Find three consecutive odd integers whose sum is 10 less than 4 times the last integer

Answer 1

let the middle odd integer be 'x'
then 3 integers are x-2, x,x+2
can u form the equation using given info ?

Answer 2

Whats the equation? I think im wrong with x-2+x+x+2=10-4(x-2)

Answer 3

If your numbers are x-2, x, and x+2, then the right side would be "10 less than 4 times the last integer", or 4(x+2) - 10

Answer 4

However the solution does not yield an odd integer.

Answer 5

Are you sure with the right side? I thought itwas 10-4(x-2)

Answer 6

If the last integer is "x+2", then 4 times the last integer is 4(x+2).

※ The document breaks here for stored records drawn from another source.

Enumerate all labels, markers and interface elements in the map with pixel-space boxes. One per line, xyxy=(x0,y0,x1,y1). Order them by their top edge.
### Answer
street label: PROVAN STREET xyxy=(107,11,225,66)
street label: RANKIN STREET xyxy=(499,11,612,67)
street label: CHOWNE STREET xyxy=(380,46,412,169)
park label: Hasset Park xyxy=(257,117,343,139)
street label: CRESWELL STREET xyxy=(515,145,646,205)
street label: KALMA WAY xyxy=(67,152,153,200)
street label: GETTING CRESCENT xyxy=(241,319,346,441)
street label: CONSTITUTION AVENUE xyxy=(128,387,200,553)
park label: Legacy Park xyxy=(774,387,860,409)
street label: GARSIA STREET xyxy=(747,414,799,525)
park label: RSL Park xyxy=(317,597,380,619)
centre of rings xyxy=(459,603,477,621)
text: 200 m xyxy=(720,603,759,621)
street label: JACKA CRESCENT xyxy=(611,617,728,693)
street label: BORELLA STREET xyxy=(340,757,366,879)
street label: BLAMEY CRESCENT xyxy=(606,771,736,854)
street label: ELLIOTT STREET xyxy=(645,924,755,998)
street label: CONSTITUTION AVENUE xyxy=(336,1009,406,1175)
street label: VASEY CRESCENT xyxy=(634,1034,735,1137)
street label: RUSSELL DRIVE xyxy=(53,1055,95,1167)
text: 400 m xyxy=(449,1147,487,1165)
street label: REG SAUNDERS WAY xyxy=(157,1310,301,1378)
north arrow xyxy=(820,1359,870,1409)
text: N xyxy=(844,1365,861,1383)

Ten less than that would be 4(x+2) less 10 = 4(x+2) - 10

Answer 7

Oh sorry i mean least integer not last

Answer 8

sum will be just 3x
it is 10 less than 4 times (x-2)
so.
3x+10 = 4(x-2)
solve this to find 'x'

Answer 9

That still results in an even integer though.

Answer 10

yes.

Answer 11

But i need odd integer

Answer 12

@Kittykatkat14 When you solve the equation 3x + 10 = 4(x-2) as @hartnn suggested, what value do you obtain for the middle integer, x?

Answer 13

12

Answer 14

Ahm it says here that if the problem has no solution, explain why

Answer 15

Double check your work because I get the middle integer x = 18. In any event, if you set up the equation properly you find that there is only one number that satisfies the given conditions and that number happens to be even.

Answer 16

Oh thanks, so it has no solution,

Answer 17

the integers can't be odd, because the sum of odd integers is odd number, addin 10 will give you odd number, but 4 times the least will give you even number....and odd number cannot equal even number, hence, no solution....